Lui, signer cette page d'erreur et de mensonge! Une révolte le souleva, il fut sur le point de crier la vérité. Mais il sentit le poids de sa soutane à ses épaules; et, surtout, la joie divine de Marie lui emplissait le cœur. Il restait pénétré d'un bonheur si grand, à la voir sauvée! Depuis qu'on ne l'interrogeait plus, elle était venue s'appuyer sur son bras, elle continuait de lui sourire avec des yeux d'ivresse.
—Ô mon ami, dit-elle très bas, remerciez la sainte Vierge. Elle a été si bonne, me voilà maintenant si bien portante, si belle, si jeune!... Et que mon père, mon pauvre père va être content!
Alors, Pierre signa. Tout croulait en lui, mais il suffisait qu'elle fût sauvée, il aurait cru être sacrilège en touchant à la foi de cette enfant, la grande foi pure qui l'avait guérie.

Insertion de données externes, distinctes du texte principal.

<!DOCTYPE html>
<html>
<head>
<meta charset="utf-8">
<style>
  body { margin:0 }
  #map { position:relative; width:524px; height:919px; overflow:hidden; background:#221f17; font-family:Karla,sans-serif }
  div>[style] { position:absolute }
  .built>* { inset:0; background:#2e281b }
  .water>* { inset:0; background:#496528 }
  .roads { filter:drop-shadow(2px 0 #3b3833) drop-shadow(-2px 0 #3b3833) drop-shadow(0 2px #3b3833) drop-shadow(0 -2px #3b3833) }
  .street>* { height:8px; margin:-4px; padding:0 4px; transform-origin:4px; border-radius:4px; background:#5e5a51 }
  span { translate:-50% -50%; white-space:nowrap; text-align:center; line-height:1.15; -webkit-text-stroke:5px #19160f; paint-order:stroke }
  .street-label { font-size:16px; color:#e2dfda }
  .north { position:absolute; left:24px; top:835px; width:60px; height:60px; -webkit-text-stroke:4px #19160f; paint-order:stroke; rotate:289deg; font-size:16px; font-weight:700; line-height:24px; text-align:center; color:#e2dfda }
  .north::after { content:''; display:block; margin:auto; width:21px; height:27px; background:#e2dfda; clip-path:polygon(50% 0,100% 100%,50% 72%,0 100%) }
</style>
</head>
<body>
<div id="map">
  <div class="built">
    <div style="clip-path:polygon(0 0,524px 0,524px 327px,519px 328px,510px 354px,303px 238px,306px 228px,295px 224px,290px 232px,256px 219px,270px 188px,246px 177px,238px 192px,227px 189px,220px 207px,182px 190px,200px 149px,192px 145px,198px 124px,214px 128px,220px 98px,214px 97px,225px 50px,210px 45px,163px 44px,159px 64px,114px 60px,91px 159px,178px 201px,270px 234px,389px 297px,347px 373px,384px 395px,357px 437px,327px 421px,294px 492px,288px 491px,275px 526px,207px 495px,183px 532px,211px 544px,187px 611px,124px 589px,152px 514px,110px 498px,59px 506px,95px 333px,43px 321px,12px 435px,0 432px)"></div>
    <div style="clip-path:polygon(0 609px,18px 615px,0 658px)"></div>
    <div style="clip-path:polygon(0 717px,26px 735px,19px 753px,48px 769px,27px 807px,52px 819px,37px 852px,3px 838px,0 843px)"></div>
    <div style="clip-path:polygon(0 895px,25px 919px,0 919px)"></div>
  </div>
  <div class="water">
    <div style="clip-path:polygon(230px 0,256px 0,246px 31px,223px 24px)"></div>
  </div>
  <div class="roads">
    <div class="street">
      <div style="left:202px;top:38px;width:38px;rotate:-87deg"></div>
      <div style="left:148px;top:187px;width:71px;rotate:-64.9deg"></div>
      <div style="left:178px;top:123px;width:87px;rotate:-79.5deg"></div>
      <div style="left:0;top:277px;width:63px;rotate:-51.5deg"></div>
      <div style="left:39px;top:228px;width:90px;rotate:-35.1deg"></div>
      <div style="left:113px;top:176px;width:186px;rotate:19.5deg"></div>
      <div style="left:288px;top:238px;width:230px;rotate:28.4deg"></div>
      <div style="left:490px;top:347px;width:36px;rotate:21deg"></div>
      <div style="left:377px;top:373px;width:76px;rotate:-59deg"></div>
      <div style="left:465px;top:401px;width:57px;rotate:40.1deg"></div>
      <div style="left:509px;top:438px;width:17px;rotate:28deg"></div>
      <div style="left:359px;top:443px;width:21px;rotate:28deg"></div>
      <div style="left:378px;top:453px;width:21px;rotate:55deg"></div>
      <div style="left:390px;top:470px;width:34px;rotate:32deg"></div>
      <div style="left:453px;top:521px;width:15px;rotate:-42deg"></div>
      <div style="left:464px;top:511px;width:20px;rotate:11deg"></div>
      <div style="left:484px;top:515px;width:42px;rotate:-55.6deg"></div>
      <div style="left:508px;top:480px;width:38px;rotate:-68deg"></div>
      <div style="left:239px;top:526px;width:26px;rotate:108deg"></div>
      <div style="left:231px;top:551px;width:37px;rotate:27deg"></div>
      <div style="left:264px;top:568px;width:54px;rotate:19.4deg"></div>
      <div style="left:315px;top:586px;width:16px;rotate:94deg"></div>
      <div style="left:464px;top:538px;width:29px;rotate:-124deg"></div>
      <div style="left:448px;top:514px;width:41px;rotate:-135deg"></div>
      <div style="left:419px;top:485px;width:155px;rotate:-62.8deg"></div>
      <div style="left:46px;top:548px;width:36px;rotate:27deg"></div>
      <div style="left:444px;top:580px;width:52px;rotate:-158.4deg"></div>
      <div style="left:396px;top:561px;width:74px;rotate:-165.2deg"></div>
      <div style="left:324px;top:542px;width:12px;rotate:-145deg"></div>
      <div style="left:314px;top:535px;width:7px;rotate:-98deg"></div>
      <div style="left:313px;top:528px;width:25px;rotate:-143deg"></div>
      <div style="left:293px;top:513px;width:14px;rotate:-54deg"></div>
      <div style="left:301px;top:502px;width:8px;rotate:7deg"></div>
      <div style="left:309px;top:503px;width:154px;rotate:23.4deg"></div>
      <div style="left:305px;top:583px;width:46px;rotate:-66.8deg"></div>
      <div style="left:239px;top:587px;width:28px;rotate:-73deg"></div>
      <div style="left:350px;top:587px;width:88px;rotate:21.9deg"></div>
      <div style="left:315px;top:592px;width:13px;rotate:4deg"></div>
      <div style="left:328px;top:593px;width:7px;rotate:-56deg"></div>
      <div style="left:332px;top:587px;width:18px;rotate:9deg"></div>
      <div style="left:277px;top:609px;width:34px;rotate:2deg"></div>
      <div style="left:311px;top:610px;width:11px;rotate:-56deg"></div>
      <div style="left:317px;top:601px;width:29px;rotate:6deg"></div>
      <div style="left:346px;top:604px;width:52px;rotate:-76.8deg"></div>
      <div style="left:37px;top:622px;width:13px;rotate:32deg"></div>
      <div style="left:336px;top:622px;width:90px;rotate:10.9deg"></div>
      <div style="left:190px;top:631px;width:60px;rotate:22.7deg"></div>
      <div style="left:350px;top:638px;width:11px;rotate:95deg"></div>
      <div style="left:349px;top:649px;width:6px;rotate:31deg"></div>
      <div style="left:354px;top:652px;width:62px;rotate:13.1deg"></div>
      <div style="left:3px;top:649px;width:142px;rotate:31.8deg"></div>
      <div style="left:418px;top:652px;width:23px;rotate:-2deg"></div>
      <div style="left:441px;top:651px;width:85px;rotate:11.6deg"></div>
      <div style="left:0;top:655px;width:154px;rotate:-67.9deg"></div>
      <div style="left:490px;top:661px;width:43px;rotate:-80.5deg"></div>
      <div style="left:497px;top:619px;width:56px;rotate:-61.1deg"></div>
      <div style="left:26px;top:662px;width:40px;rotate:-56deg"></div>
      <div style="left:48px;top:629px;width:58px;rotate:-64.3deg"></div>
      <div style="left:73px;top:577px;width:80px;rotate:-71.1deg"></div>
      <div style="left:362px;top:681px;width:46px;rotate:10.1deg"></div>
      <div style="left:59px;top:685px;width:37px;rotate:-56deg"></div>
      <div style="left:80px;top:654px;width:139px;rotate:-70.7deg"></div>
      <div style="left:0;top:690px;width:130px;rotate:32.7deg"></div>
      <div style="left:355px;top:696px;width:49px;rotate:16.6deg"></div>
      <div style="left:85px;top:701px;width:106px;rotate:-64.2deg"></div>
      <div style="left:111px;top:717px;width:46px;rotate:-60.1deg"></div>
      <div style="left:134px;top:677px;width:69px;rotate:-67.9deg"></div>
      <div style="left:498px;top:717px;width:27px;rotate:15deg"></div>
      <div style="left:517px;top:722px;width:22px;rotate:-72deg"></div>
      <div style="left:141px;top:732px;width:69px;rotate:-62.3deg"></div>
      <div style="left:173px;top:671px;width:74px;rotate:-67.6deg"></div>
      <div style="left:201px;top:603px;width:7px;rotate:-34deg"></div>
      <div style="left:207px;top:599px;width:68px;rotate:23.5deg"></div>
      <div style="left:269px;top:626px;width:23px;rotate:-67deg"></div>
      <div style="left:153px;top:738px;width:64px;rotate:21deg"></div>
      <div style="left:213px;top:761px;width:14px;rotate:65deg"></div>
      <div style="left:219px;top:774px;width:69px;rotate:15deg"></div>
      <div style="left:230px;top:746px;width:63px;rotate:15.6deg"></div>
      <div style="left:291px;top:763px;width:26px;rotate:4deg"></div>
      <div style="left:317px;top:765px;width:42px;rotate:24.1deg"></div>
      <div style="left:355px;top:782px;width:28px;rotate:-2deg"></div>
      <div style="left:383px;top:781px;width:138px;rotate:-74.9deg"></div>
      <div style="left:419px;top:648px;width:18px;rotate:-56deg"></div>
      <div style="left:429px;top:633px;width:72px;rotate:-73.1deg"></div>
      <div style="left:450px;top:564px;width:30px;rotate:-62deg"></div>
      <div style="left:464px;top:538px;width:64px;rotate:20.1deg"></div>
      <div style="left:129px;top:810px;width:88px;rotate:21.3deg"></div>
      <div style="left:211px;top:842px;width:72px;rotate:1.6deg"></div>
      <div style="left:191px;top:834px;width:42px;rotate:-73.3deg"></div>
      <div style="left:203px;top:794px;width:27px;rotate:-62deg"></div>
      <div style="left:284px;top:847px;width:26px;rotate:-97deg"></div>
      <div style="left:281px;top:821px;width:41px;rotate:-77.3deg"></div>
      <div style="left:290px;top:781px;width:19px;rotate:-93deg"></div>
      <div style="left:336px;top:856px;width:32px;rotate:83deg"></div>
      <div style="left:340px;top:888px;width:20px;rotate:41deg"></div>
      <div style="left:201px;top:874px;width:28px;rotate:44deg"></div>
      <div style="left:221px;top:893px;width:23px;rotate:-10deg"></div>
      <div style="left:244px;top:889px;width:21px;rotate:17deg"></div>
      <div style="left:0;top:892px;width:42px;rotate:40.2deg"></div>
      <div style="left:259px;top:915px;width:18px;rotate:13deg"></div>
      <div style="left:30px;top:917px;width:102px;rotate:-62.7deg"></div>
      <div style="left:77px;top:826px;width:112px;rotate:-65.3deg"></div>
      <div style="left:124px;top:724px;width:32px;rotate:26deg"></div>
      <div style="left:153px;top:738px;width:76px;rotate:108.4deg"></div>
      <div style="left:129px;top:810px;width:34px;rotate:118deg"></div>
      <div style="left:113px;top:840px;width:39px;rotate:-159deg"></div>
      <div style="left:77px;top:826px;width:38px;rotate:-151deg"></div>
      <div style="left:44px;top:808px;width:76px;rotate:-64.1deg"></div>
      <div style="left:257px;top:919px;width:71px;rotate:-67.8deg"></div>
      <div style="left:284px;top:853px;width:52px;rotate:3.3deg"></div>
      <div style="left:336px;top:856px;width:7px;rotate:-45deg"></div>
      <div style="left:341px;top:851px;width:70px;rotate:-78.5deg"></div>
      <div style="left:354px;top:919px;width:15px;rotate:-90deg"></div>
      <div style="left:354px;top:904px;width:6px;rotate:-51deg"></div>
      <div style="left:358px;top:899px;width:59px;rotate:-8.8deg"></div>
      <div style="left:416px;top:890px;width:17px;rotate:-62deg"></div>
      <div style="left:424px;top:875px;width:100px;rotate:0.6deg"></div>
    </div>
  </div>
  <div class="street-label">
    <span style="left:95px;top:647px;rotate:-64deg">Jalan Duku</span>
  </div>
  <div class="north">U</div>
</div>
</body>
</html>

Dehors, lorsque Marie reparut, les acclamations recommencèrent, la foule battit des mains. Il semblait que, maintenant, le miracle fût officiel. Pourtant, des personnes charitables, craignant qu'elle ne se fatiguât et qu'elle n'eût besoin de son chariot, abandonné par elle devant la Grotte, l'avaient amené jusqu'au bureau des constatations. Quand elle le retrouva, elle eut une émotion profonde. Ah! ce chariot, où elle avait vécu tant d'années, ce cercueil roulant dans lequel elle s'imaginait parfois être enterrée vive, que de larmes, que de désespoirs, que de journées mauvaises il avait vus! Et, tout d'un coup, l'idée lui vint que, puisqu'il avait si longtemps été à la peine, il devait être, lui aussi, au triomphe. Ce fut une inspiration brusque, comme une sainte folie, qui lui fit saisir le timon.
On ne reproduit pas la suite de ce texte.